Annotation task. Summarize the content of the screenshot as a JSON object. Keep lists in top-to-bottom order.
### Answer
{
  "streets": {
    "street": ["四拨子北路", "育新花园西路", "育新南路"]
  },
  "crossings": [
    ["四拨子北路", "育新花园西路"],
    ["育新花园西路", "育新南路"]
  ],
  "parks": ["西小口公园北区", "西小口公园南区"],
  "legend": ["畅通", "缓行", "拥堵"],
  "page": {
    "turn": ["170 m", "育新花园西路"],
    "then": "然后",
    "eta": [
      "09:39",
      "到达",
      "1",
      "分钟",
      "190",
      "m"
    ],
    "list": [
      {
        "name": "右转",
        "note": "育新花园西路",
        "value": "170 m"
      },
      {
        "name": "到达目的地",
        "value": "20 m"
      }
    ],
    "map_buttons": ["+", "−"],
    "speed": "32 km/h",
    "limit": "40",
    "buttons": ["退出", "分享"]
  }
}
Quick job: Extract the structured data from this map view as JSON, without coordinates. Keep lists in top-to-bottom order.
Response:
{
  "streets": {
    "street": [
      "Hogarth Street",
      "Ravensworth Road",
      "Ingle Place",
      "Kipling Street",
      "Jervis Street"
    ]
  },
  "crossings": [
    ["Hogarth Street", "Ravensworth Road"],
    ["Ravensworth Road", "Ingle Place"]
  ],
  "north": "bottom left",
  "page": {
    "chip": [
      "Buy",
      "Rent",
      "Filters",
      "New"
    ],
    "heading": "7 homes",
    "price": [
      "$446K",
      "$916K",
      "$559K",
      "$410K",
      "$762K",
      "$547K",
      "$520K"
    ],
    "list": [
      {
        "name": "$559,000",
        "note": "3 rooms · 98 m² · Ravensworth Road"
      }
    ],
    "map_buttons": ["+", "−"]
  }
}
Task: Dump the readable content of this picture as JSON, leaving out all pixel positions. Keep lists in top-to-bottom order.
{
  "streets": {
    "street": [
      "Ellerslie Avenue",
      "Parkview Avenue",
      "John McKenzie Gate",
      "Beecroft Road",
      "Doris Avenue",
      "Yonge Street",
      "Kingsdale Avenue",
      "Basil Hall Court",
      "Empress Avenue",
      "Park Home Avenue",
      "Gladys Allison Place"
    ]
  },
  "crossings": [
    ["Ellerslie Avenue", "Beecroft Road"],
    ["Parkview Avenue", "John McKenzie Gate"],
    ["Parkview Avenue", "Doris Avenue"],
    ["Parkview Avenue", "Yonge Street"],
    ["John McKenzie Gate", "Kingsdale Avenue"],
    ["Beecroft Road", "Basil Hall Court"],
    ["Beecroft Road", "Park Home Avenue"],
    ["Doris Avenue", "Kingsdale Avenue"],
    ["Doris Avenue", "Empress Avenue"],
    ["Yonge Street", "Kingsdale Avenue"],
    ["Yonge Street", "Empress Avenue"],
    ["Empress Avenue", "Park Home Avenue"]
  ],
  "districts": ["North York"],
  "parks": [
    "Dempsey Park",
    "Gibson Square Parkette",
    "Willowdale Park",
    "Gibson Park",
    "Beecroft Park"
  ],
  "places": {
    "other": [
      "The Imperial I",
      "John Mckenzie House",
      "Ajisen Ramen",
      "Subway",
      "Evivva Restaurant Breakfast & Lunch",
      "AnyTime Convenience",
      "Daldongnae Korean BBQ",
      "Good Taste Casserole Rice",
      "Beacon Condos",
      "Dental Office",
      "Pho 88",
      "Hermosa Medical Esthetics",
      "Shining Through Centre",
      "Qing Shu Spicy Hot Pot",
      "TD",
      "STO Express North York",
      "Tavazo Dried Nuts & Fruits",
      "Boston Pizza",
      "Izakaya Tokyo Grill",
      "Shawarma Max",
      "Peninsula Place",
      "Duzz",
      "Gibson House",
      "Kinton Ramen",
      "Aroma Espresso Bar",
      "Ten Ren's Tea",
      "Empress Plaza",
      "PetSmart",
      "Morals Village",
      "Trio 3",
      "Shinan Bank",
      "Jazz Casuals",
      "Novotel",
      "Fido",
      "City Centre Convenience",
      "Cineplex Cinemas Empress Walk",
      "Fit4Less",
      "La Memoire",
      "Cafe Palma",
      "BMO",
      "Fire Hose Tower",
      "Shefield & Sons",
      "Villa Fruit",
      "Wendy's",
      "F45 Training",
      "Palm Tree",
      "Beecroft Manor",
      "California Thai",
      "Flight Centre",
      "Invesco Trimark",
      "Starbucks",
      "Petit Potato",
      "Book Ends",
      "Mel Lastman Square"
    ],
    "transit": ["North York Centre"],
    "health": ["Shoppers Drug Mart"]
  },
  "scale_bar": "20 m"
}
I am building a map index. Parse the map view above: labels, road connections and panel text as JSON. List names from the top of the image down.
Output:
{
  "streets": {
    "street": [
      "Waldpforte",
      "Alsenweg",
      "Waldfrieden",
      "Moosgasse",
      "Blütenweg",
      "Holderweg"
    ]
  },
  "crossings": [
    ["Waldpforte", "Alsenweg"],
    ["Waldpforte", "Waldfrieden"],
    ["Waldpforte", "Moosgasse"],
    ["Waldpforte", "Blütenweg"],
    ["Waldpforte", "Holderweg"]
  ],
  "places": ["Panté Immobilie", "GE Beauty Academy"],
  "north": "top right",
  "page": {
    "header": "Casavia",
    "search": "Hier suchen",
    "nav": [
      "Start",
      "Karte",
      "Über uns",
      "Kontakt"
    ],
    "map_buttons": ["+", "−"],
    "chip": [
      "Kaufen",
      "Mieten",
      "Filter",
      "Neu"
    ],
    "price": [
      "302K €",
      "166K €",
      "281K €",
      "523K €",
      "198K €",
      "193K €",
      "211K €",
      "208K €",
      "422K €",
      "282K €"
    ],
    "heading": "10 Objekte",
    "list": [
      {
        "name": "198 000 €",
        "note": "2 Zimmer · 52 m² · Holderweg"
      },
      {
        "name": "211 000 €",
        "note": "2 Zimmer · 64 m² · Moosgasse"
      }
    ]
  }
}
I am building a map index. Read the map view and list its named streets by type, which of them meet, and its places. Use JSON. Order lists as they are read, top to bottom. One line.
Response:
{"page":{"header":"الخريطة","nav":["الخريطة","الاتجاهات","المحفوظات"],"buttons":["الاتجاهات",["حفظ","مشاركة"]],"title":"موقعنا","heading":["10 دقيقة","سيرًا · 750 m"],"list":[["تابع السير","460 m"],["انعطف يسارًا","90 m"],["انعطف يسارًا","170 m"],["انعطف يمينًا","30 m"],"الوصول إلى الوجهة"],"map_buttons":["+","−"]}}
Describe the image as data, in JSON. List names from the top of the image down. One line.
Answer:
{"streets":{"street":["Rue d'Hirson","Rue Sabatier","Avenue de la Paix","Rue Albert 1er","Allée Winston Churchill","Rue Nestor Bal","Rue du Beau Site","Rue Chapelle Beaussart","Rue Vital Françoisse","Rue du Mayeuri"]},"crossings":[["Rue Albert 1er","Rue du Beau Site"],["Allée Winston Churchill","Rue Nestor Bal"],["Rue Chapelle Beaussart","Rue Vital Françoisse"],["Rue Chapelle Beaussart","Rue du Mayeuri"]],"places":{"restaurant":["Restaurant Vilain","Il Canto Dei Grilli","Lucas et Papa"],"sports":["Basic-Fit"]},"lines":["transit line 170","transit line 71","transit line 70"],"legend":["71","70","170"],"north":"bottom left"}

* Prompt *
Transcribe all of the material exactly. Omit nothing.

* Output *
Annotation task. Summarize the content of the screenshot as a JSON object. Keep lists in top-to-bottom order.
### Answer
{
  "streets": {
    "street": ["四拨子北路", "育新花园西路", "育新南路"]
  },
  "crossings": [
    ["四拨子北路", "育新花园西路"],
    ["育新花园西路", "育新南路"]
  ],
  "parks": ["西小口公园北区", "西小口公园南区"],
  "legend": ["畅通", "缓行", "拥堵"],
  "page": {
    "turn": ["170 m", "育新花园西路"],
    "then": "然后",
    "eta": [
      "09:39",
      "到达",
      "1",
      "分钟",
      "190",
      "m"
    ],
    "list": [
      {
        "name": "右转",
        "note": "育新花园西路",
        "value": "170 m"
      },
      {
        "name": "到达目的地",
        "value": "20 m"
      }
    ],
    "map_buttons": ["+", "−"],
    "speed": "32 km/h",
    "limit": "40",
    "buttons": ["退出", "分享"]
  }
}
Quick job: Extract the structured data from this map view as JSON, without coordinates. Keep lists in top-to-bottom order.
Response:
{
  "streets": {
    "street": [
      "Hogarth Street",
      "Ravensworth Road",
      "Ingle Place",
      "Kipling Street",
      "Jervis Street"
    ]
  },
  "crossings": [
    ["Hogarth Street", "Ravensworth Road"],
    ["Ravensworth Road", "Ingle Place"]
  ],
  "north": "bottom left",
  "page": {
    "chip": [
      "Buy",
      "Rent",
      "Filters",
      "New"
    ],
    "heading": "7 homes",
    "price": [
      "$446K",
      "$916K",
      "$559K",
      "$410K",
      "$762K",
      "$547K",
      "$520K"
    ],
    "list": [
      {
        "name": "$559,000",
        "note": "3 rooms · 98 m² · Ravensworth Road"
      }
    ],
    "map_buttons": ["+", "−"]
  }
}
Task: Dump the readable content of this picture as JSON, leaving out all pixel positions. Keep lists in top-to-bottom order.
{
  "streets": {
    "street": [
      "Ellerslie Avenue",
      "Parkview Avenue",
      "John McKenzie Gate",
      "Beecroft Road",
      "Doris Avenue",
      "Yonge Street",
      "Kingsdale Avenue",
      "Basil Hall Court",
      "Empress Avenue",
      "Park Home Avenue",
      "Gladys Allison Place"
    ]
  },
  "crossings": [
    ["Ellerslie Avenue", "Beecroft Road"],
    ["Parkview Avenue", "John McKenzie Gate"],
    ["Parkview Avenue", "Doris Avenue"],
    ["Parkview Avenue", "Yonge Street"],
    ["John McKenzie Gate", "Kingsdale Avenue"],
    ["Beecroft Road", "Basil Hall Court"],
    ["Beecroft Road", "Park Home Avenue"],
    ["Doris Avenue", "Kingsdale Avenue"],
    ["Doris Avenue", "Empress Avenue"],
    ["Yonge Street", "Kingsdale Avenue"],
    ["Yonge Street", "Empress Avenue"],
    ["Empress Avenue", "Park Home Avenue"]
  ],
  "districts": ["North York"],
  "parks": [
    "Dempsey Park",
    "Gibson Square Parkette",
    "Willowdale Park",
    "Gibson Park",
    "Beecroft Park"
  ],
  "places": {
    "other": [
      "The Imperial I",
      "John Mckenzie House",
      "Ajisen Ramen",
      "Subway",
      "Evivva Restaurant Breakfast & Lunch",
      "AnyTime Convenience",
      "Daldongnae Korean BBQ",
      "Good Taste Casserole Rice",
      "Beacon Condos",
      "Dental Office",
      "Pho 88",
      "Hermosa Medical Esthetics",
      "Shining Through Centre",
      "Qing Shu Spicy Hot Pot",
      "TD",
      "STO Express North York",
      "Tavazo Dried Nuts & Fruits",
      "Boston Pizza",
      "Izakaya Tokyo Grill",
      "Shawarma Max",
      "Peninsula Place",
      "Duzz",
      "Gibson House",
      "Kinton Ramen",
      "Aroma Espresso Bar",
      "Ten Ren's Tea",
      "Empress Plaza",
      "PetSmart",
      "Morals Village",
      "Trio 3",
      "Shinan Bank",
      "Jazz Casuals",
      "Novotel",
      "Fido",
      "City Centre Convenience",
      "Cineplex Cinemas Empress Walk",
      "Fit4Less",
      "La Memoire",
      "Cafe Palma",
      "BMO",
      "Fire Hose Tower",
      "Shefield & Sons",
      "Villa Fruit",
      "Wendy's",
      "F45 Training",
      "Palm Tree",
      "Beecroft Manor",
      "California Thai",
      "Flight Centre",
      "Invesco Trimark",
      "Starbucks",
      "Petit Potato",
      "Book Ends",
      "Mel Lastman Square"
    ],
    "transit": ["North York Centre"],
    "health": ["Shoppers Drug Mart"]
  },
  "scale_bar": "20 m"
}
I am building a map index. Parse the map view above: labels, road connections and panel text as JSON. List names from the top of the image down.
Output:
{
  "streets": {
    "street": [
      "Waldpforte",
      "Alsenweg",
      "Waldfrieden",
      "Moosgasse",
      "Blütenweg",
      "Holderweg"
    ]
  },
  "crossings": [
    ["Waldpforte", "Alsenweg"],
    ["Waldpforte", "Waldfrieden"],
    ["Waldpforte", "Moosgasse"],
    ["Waldpforte", "Blütenweg"],
    ["Waldpforte", "Holderweg"]
  ],
  "places": ["Panté Immobilie", "GE Beauty Academy"],
  "north": "top right",
  "page": {
    "header": "Casavia",
    "search": "Hier suchen",
    "nav": [
      "Start",
      "Karte",
      "Über uns",
      "Kontakt"
    ],
    "map_buttons": ["+", "−"],
    "chip": [
      "Kaufen",
      "Mieten",
      "Filter",
      "Neu"
    ],
    "price": [
      "302K €",
      "166K €",
      "281K €",
      "523K €",
      "198K €",
      "193K €",
      "211K €",
      "208K €",
      "422K €",
      "282K €"
    ],
    "heading": "10 Objekte",
    "list": [
      {
        "name": "198 000 €",
        "note": "2 Zimmer · 52 m² · Holderweg"
      },
      {
        "name": "211 000 €",
        "note": "2 Zimmer · 64 m² · Moosgasse"
      }
    ]
  }
}
I am building a map index. Read the map view and list its named streets by type, which of them meet, and its places. Use JSON. Order lists as they are read, top to bottom. One line.
Response:
{"page":{"header":"الخريطة","nav":["الخريطة","الاتجاهات","المحفوظات"],"buttons":["الاتجاهات",["حفظ","مشاركة"]],"title":"موقعنا","heading":["10 دقيقة","سيرًا · 750 m"],"list":[["تابع السير","460 m"],["انعطف يسارًا","90 m"],["انعطف يسارًا","170 m"],["انعطف يمينًا","30 m"],"الوصول إلى الوجهة"],"map_buttons":["+","−"]}}
Describe the image as data, in JSON. List names from the top of the image down. One line.
Answer:
{"streets":{"street":["Rue d'Hirson","Rue Sabatier","Avenue de la Paix","Rue Albert 1er","Allée Winston Churchill","Rue Nestor Bal","Rue du Beau Site","Rue Chapelle Beaussart","Rue Vital Françoisse","Rue du Mayeuri"]},"crossings":[["Rue Albert 1er","Rue du Beau Site"],["Allée Winston Churchill","Rue Nestor Bal"],["Rue Chapelle Beaussart","Rue Vital Françoisse"],["Rue Chapelle Beaussart","Rue du Mayeuri"]],"places":{"restaurant":["Restaurant Vilain","Il Canto Dei Grilli","Lucas et Papa"],"sports":["Basic-Fit"]},"lines":["transit line 170","transit line 71","transit line 70"],"legend":["71","70","170"],"north":"bottom left"}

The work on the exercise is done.